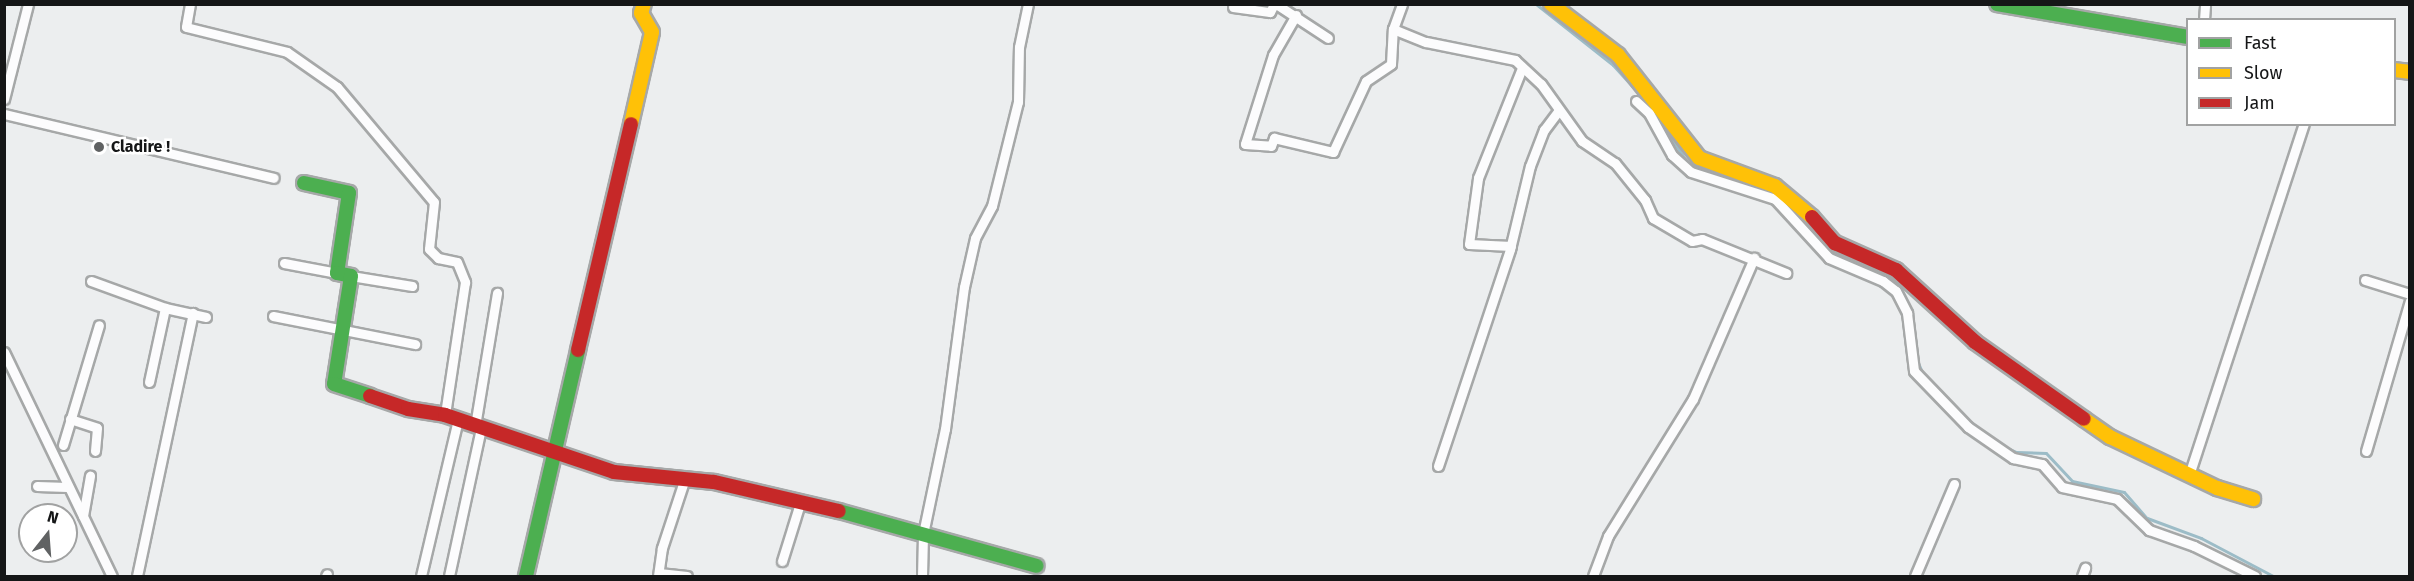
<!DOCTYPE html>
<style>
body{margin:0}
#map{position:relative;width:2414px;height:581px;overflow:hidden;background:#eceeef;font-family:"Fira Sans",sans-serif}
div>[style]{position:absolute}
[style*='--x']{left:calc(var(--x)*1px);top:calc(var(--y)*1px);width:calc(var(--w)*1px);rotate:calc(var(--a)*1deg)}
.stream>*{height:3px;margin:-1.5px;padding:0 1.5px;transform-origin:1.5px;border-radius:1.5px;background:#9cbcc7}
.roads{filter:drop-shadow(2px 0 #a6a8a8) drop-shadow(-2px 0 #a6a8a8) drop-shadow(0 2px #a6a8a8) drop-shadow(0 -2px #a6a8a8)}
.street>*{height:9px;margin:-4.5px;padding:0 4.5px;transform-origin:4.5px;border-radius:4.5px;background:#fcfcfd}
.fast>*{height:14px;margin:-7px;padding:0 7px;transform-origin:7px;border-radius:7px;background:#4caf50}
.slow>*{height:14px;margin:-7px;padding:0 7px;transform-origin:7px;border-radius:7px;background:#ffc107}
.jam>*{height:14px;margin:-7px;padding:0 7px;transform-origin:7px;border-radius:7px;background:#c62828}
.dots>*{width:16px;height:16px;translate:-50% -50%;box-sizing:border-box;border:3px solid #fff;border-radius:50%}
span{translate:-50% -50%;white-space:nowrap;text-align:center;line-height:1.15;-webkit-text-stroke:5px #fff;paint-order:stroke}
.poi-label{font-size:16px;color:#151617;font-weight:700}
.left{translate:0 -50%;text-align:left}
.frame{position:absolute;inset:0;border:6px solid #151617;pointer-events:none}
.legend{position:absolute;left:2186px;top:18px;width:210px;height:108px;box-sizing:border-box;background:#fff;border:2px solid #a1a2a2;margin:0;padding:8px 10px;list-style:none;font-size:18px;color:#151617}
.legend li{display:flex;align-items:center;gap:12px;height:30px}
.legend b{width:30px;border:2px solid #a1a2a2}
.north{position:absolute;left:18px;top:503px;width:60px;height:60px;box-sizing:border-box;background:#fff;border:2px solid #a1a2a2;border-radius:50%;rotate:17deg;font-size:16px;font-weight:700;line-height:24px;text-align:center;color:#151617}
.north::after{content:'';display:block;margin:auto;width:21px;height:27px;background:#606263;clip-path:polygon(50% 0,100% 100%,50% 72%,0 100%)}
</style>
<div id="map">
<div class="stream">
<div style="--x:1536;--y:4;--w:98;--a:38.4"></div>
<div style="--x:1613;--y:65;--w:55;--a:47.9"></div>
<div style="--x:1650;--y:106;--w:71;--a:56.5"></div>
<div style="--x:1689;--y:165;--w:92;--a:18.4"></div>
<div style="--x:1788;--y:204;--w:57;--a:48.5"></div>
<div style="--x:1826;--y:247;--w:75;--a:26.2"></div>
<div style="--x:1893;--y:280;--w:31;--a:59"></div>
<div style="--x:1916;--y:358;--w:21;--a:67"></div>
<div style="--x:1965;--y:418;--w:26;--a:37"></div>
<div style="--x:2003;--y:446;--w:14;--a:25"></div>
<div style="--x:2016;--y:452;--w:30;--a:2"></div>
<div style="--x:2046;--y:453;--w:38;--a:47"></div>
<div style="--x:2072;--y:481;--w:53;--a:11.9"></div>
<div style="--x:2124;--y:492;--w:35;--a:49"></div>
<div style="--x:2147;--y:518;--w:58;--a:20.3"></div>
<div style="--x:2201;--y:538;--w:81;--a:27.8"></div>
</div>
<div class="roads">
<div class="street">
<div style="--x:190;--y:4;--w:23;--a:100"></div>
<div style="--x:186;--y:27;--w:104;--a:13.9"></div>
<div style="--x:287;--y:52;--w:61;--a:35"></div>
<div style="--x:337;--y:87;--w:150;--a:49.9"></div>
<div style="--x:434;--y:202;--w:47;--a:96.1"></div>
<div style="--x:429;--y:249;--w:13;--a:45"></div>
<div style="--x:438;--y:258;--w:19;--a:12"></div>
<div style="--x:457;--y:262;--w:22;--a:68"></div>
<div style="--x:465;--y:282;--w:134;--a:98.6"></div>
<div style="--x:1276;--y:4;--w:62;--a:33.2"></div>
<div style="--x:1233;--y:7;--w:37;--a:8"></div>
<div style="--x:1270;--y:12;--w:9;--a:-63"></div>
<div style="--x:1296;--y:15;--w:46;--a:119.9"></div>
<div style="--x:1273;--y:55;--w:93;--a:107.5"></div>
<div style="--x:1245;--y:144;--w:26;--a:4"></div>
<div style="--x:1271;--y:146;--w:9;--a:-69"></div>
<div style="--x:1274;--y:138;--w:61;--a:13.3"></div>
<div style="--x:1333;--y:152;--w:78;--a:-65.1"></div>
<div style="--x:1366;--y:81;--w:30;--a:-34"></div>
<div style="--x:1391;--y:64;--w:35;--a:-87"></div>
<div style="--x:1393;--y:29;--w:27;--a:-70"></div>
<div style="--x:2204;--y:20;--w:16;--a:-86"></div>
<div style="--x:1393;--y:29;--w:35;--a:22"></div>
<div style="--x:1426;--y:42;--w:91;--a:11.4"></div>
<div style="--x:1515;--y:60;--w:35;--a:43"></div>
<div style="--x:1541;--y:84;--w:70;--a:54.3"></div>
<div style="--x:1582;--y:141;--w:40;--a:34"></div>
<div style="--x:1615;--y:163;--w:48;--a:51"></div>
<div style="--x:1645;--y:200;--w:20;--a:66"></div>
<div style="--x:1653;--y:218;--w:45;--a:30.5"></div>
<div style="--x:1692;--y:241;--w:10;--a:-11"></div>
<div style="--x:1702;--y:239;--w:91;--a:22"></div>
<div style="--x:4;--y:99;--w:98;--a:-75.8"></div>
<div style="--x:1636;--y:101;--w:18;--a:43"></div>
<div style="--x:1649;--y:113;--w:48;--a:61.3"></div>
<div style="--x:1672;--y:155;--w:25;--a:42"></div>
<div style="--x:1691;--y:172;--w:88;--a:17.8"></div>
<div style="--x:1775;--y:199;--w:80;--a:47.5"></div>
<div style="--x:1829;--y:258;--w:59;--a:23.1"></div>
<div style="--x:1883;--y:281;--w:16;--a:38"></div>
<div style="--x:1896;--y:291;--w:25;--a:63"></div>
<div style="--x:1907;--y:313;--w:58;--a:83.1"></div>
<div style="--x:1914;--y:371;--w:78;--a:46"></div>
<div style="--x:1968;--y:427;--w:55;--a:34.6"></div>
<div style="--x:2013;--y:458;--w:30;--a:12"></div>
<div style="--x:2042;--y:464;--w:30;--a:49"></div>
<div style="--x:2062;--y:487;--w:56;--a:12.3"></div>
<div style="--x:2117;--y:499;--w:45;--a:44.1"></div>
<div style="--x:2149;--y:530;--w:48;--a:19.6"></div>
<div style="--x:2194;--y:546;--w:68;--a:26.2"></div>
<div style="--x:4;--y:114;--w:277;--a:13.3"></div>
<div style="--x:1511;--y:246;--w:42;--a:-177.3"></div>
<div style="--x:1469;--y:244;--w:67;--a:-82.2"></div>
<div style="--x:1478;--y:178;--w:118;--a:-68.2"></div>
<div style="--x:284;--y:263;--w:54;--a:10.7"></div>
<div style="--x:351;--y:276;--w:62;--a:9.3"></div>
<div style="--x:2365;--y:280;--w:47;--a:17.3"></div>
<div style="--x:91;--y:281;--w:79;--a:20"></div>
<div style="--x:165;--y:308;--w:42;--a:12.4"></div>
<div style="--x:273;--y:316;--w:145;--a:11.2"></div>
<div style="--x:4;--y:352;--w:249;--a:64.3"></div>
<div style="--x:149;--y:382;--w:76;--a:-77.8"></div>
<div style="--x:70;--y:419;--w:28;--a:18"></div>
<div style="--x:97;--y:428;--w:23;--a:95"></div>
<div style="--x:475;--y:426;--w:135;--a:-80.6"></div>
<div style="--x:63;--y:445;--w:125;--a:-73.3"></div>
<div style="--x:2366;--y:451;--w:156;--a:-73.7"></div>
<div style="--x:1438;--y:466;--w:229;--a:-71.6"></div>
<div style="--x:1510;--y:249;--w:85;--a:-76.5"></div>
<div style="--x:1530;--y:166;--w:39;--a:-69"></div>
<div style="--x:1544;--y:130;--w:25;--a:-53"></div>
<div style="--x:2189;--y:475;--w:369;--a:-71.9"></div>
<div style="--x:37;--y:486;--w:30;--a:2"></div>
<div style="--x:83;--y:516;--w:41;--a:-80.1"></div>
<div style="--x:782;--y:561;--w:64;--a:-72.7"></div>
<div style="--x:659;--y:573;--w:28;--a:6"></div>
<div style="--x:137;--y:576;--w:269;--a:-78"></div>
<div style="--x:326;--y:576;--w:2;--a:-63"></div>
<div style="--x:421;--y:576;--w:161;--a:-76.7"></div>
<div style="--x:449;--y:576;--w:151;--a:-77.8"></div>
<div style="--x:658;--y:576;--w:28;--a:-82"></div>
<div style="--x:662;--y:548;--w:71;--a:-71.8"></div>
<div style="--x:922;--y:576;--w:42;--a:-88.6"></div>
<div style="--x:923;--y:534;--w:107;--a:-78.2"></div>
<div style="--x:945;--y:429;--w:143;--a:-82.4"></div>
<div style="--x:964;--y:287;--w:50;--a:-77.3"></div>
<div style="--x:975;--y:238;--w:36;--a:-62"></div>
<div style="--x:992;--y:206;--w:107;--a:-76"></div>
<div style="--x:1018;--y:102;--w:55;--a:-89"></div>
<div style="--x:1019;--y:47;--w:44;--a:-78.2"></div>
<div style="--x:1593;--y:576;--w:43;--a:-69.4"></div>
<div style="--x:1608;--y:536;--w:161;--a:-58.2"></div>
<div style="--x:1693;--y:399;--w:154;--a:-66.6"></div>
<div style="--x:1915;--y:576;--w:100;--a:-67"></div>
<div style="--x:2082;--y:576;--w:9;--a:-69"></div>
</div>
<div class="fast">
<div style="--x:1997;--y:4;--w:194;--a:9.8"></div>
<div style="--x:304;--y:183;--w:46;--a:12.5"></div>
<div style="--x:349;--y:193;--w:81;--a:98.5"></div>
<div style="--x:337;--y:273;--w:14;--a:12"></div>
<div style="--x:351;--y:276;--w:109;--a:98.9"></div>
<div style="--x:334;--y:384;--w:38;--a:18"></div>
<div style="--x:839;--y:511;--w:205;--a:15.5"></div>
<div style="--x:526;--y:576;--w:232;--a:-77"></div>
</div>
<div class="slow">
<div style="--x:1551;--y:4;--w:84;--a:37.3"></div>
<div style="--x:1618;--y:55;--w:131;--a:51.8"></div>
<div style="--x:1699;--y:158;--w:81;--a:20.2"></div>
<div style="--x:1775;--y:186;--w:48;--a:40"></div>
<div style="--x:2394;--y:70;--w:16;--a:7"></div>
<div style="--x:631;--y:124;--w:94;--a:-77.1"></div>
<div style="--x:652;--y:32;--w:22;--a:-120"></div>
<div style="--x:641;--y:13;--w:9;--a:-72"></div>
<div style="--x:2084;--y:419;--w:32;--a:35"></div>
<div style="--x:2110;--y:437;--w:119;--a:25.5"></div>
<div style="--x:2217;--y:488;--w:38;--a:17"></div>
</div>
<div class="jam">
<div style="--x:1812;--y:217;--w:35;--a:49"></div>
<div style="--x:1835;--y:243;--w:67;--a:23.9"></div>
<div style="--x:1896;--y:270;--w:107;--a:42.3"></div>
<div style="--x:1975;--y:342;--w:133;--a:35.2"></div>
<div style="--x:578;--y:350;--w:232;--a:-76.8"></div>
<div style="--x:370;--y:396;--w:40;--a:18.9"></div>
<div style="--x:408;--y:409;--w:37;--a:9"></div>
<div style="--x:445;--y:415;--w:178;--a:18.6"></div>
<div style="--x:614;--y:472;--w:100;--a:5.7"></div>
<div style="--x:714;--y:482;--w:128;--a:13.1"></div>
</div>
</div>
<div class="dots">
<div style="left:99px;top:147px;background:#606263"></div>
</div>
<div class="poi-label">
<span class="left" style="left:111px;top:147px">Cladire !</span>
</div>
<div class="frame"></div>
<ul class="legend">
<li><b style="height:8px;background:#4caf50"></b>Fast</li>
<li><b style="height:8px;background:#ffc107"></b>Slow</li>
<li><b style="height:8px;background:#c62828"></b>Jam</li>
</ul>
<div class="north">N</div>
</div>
================
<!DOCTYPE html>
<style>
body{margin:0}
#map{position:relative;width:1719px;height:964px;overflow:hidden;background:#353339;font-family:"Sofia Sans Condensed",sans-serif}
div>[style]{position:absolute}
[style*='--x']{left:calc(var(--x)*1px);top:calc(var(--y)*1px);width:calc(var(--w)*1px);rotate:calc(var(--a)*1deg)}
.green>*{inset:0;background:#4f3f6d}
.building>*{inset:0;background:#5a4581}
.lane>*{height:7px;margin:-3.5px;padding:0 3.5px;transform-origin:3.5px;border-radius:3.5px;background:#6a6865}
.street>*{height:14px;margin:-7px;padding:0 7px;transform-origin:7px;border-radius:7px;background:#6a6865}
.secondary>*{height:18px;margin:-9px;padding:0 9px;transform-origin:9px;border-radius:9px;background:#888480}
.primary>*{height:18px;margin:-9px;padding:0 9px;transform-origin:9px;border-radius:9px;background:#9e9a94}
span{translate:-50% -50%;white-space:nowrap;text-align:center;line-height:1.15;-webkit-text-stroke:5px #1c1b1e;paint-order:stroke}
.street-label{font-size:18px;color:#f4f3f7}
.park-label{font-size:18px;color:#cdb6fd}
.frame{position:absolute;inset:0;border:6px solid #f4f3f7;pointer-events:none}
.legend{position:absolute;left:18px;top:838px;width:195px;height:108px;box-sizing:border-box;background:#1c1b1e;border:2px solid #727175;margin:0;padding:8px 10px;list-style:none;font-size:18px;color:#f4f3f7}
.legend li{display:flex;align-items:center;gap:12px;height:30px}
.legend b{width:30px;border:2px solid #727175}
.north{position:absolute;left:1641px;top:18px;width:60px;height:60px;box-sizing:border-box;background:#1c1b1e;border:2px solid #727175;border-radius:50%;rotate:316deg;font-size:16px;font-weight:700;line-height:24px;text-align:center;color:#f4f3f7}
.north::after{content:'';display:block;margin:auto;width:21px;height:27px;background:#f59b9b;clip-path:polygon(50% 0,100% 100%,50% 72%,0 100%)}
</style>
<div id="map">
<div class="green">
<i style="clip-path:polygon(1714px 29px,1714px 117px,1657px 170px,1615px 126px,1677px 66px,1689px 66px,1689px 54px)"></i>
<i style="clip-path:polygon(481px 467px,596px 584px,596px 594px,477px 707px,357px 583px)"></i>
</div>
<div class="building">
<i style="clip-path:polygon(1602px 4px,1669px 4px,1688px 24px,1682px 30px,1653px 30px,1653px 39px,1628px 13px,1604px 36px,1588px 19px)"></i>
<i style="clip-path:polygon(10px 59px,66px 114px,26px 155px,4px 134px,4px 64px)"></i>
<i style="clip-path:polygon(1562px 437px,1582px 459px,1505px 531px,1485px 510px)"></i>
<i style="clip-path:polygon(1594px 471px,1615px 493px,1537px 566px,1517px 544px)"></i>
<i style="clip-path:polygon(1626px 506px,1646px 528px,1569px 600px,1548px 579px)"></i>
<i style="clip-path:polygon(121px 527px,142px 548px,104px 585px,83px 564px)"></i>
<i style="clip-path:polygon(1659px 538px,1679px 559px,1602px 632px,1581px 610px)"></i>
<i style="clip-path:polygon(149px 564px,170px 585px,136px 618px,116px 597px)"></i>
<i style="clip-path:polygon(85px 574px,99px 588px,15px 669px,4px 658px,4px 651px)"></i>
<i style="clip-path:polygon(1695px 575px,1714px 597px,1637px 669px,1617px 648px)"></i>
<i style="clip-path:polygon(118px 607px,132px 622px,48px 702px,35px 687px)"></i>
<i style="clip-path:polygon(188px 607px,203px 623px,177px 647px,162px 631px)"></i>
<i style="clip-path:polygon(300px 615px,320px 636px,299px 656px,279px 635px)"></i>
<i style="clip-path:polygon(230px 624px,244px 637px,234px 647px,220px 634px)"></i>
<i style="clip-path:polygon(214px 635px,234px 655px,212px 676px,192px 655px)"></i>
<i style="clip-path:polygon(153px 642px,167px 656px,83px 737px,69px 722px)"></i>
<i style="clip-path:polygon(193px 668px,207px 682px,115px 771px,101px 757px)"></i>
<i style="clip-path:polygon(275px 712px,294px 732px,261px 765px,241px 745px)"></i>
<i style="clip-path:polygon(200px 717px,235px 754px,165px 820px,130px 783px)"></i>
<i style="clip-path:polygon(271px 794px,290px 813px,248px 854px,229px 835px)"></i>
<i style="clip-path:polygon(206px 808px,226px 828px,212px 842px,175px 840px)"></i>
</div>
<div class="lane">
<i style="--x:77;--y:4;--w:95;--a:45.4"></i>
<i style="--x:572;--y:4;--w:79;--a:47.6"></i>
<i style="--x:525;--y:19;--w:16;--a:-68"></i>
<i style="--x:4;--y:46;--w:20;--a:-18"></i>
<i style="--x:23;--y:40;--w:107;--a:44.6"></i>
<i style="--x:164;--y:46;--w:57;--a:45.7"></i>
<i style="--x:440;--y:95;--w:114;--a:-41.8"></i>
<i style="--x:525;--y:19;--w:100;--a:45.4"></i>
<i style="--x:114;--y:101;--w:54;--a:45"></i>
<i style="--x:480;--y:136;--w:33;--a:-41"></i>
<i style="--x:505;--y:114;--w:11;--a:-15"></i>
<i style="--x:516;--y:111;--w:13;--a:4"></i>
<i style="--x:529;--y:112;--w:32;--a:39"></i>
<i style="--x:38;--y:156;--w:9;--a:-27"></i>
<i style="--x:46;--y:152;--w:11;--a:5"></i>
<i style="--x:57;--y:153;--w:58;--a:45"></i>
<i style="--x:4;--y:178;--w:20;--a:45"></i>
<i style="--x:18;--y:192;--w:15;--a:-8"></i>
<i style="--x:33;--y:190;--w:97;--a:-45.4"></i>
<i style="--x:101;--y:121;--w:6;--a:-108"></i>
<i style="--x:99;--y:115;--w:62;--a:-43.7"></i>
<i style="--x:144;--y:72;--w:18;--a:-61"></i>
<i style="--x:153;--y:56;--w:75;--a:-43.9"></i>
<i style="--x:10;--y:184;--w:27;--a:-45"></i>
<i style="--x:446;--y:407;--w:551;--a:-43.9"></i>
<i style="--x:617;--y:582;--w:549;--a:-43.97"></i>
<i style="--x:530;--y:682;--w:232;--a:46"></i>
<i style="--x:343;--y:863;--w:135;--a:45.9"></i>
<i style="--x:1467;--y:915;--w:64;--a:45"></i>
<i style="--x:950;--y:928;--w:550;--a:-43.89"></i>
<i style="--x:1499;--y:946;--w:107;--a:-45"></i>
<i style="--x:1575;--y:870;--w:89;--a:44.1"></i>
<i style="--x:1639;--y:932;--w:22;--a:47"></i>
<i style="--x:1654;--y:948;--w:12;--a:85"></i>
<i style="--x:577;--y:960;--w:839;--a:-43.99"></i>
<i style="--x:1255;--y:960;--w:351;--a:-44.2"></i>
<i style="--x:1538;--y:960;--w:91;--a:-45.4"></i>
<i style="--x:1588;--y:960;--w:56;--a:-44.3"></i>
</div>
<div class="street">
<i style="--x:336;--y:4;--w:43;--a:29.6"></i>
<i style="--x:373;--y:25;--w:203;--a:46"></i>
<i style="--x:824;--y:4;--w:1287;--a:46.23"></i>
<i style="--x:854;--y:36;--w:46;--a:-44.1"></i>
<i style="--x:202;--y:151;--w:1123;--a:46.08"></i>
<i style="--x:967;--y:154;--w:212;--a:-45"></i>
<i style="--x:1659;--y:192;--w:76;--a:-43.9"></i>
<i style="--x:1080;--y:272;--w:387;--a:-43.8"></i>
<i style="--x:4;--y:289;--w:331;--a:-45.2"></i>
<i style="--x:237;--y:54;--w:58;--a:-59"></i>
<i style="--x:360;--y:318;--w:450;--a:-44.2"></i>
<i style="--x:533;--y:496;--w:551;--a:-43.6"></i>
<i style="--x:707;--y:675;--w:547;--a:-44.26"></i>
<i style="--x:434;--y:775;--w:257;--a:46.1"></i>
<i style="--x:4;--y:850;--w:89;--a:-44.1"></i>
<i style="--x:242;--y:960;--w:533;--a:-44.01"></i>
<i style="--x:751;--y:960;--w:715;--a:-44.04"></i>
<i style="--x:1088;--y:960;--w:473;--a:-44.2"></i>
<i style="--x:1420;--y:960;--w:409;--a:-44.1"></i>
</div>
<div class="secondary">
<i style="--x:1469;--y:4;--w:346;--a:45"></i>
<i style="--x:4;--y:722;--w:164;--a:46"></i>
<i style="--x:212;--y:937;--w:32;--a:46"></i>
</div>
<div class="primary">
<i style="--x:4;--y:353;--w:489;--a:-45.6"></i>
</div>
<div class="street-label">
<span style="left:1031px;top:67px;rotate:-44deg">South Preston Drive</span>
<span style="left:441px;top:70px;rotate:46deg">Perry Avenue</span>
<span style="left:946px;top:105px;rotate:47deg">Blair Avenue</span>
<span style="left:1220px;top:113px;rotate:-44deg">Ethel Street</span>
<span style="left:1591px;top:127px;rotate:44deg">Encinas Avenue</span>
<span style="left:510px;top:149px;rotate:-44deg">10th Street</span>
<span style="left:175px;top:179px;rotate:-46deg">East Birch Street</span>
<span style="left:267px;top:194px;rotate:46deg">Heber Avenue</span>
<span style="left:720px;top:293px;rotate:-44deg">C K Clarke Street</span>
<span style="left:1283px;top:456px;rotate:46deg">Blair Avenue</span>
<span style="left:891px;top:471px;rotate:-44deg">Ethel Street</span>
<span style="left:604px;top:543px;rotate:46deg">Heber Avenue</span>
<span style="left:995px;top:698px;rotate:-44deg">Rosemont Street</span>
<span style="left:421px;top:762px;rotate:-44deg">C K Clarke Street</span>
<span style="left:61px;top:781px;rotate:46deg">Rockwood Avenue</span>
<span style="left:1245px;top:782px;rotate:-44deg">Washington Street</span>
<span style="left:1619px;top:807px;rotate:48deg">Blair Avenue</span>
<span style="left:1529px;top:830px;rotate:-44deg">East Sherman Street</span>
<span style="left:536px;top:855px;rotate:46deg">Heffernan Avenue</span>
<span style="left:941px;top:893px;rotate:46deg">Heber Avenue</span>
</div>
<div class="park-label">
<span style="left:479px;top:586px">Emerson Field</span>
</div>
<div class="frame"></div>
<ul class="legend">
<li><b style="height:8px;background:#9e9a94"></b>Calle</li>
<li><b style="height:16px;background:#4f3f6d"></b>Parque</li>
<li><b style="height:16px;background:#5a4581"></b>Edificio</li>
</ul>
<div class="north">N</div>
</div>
================
§ **About this task**:
Across the material above, how many lines include the string "relative"? Only the number is wanted.

§ **Solution**:
2